I contend that teaching and learning controversial issues is increasingly vital in today’s society. As debate moves from academia and legislative chambers into the “real world” and online, people need to be able to civilly discuss controversial topics with one another. Teaching controversial topics can provide a model of civic engagement in an era in which we desperately need it.

Foundational to this conference was the recognition that history’s relationship with identity is a contested terrain, especially in relation to exploring how the present negotiates conflict in the past. All nations have controversial histories, yet leaving these histories unexplored can contribute to contestations, misunderstandings, divisions, and intolerances in the present. Recent events, which have included large-scale global protests around legacies of slavery and colonialism, serve to underpin this point. While the posters the students created suggested a desire on their part for their history lessons to engage more meaningfully with these issues.

Given the complexity of these “controversial histories” teachers value support offered by emerging historical scholarship and appropriate educational research.
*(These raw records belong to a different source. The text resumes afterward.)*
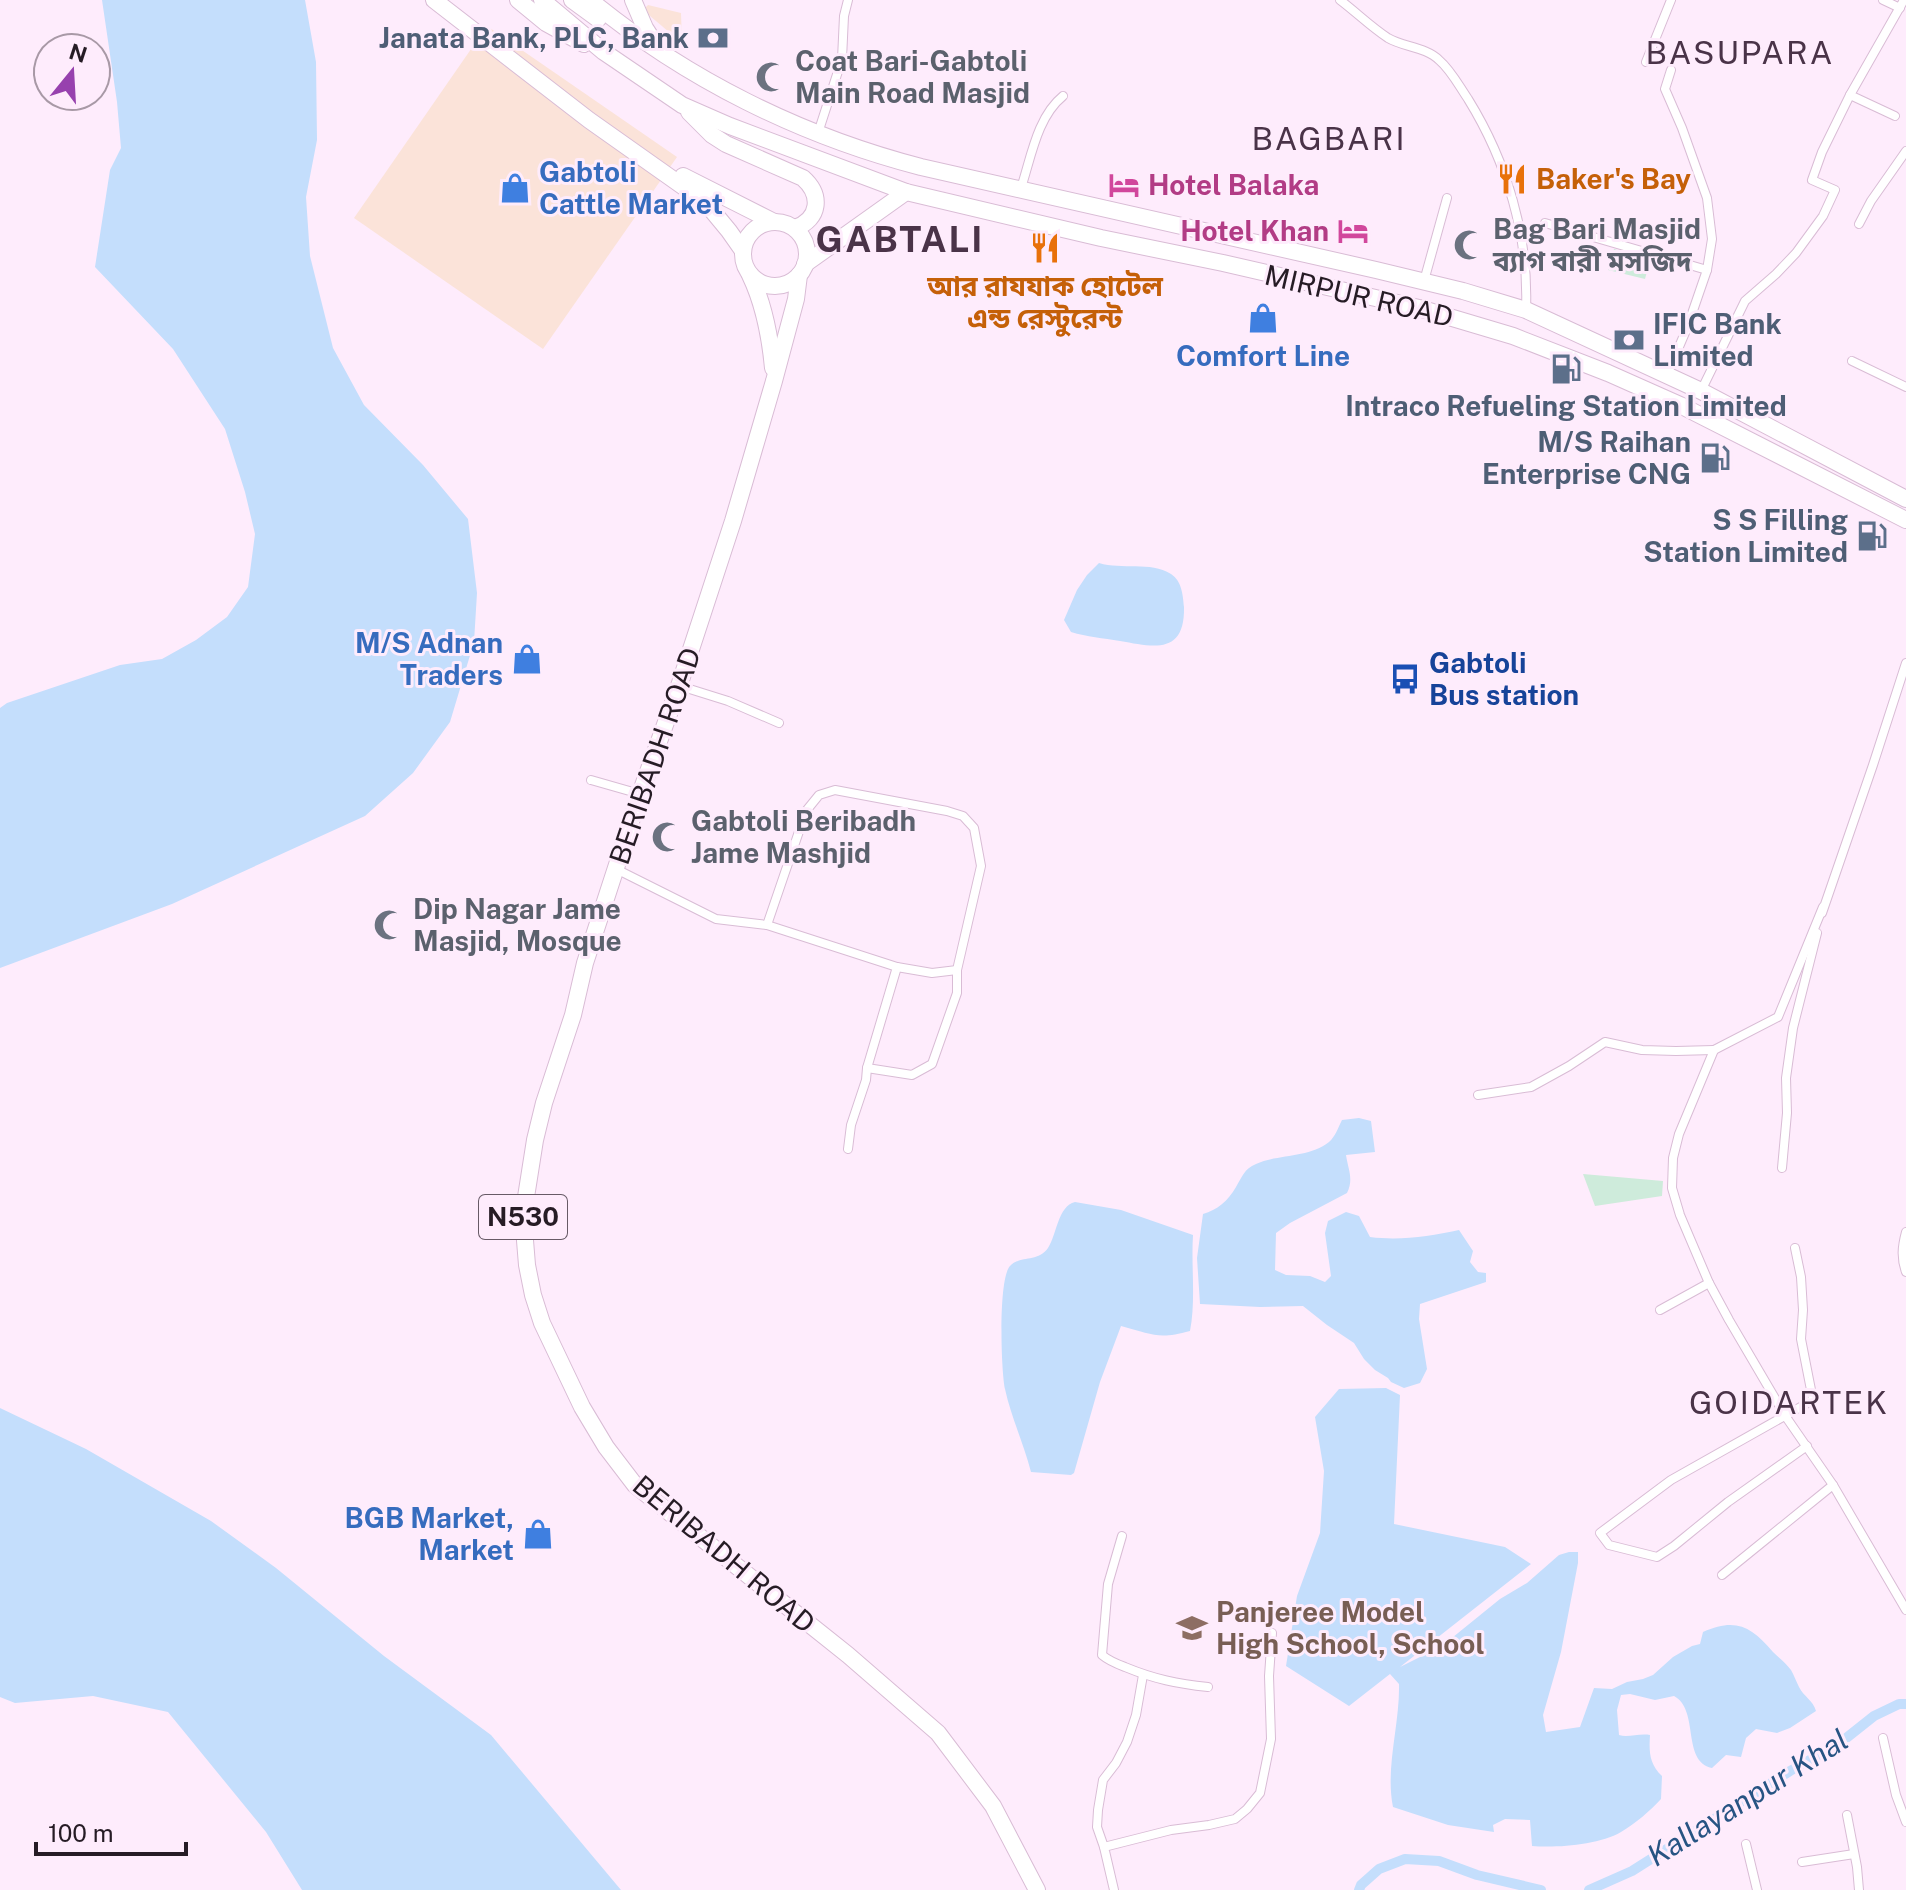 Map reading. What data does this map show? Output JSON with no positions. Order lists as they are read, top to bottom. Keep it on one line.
{"streets":{"highway":["MIRPUR ROAD","BERIBADH ROAD","N530"]},"districts":["BASUPARA","BAGBARI","GABTALI","GOIDARTEK"],"water":["Kallayanpur Khal"],"places":{"bank":["Janata Bank, PLC, Bank","IFIC Bank Limited"],"mosque":["Coat Bari-Gabtoli Main Road Masjid","Bag Bari Masjid ব্যাগ বারী মসজিদ","Gabtoli Beribadh Jame Mashjid","Dip Nagar Jame Masjid, Mosque"],"restaurant":["Baker's Bay","আর রাযযাক হোটেল এন্ড রেস্টুরেন্ট"],"hotel":["Hotel Balaka","Hotel Khan"],"shop":["Gabtoli Cattle Market","Comfort Line","M/S Adnan Traders","BGB Market, Market"],"fuel station":["Intraco Refueling Station Limited","M/S Raihan Enterprise CNG","S S Filling Station Limited"],"bus stop":["Gabtoli Bus station"],"school or university":["Panjeree Model High School, School"]},"scale_bar":"100 m","north":"top"} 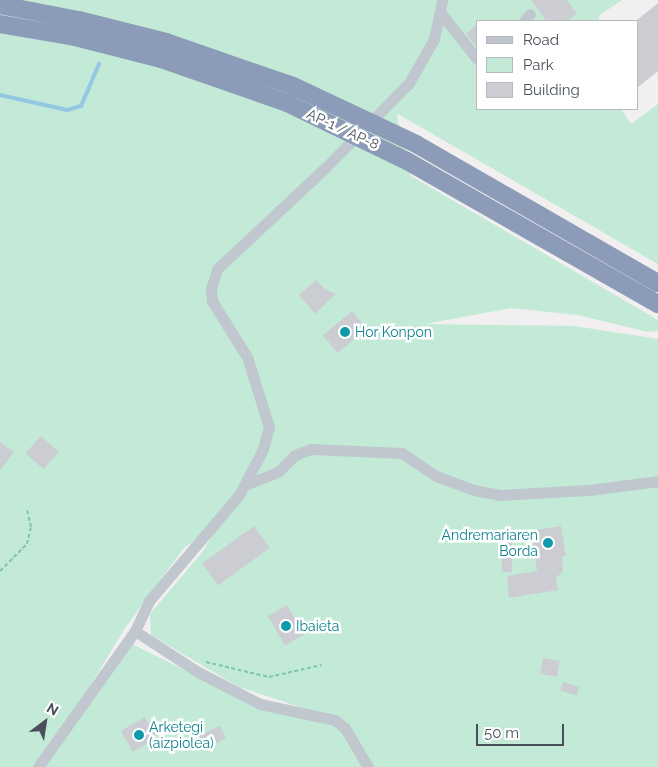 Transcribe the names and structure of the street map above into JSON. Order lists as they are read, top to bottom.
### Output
{
  "streets": {
    "highway": ["AP-1 / AP-8"]
  },
  "places": [
    "Hor Konpon",
    "Andremariaren Borda",
    "Ibaieta",
    "Arketegi (aizpiolea)"
  ],
  "legend": ["Road", "Park", "Building"],
  "scale_bar": "50 m",
  "north": "top right"
} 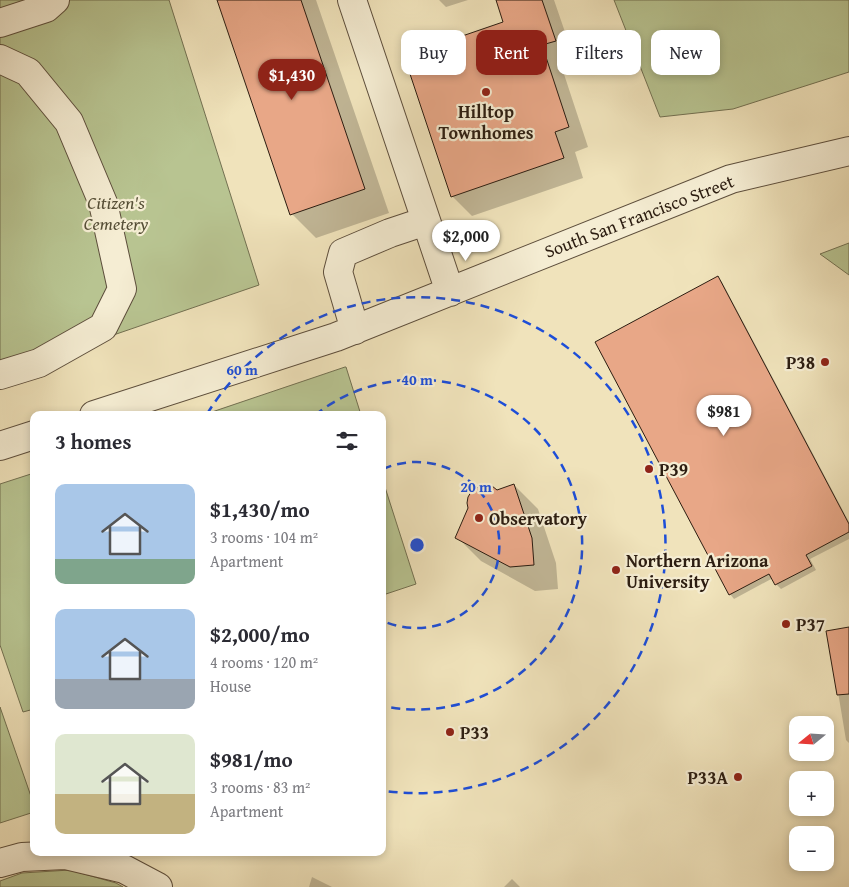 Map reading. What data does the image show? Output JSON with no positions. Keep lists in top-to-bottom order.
{
  "streets": {
    "street": ["South San Francisco Street"]
  },
  "parks": ["Citizen's Cemetery"],
  "places": [
    "Hilltop Townhomes",
    "P38",
    "P39",
    "Observatory",
    "Northern Arizona University",
    "P37",
    "P33",
    "P33A"
  ],
  "north": "left",
  "page": {
    "chip": [
      "Buy",
      "Rent",
      "Filters",
      "New"
    ],
    "price": ["$1,430", "$2,000", "$981"],
    "heading": "3 homes",
    "list": [
      {
        "name": "$1,430/mo",
        "note": "3 rooms · 104 m² · Apartment"
      },
      {
        "name": "$2,000/mo",
        "note": "4 rooms · 120 m² · House"
      },
      {
        "name": "$981/mo",
        "note": "3 rooms · 83 m² · Apartment"
      }
    ],
    "map_buttons": ["+", "−"]
  },
  "rings": ["60 m", "40 m", "20 m"]
}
The idea of controversial histories has a synergy with ‘emotive and controversial’ history that formed the focus of the Historical Association’s report, Teaching Emotive and Controversial History 3-19 (T.E.A.C.H). Published in 2007 it offered teachers invaluable guidance for teaching historical topics that can stir emotion and controversy. The authors (Wrenn et al, 2007) noted how the nature of the sensitivity can be affected by “time, geography and awareness.”

We can see today how these debates and sensitivities are being played out again marking a new set of configurations that is an inevitable part of Carr’s ‘unending dialogue’ between the past and the present. The HA secondary survey of teachers (2021) indicated a strong desire from teachers to address these issues but cited subject knowledge, lack of training and lack of access to resources, in relation to barriers to curriculum development in teaching topics like empire.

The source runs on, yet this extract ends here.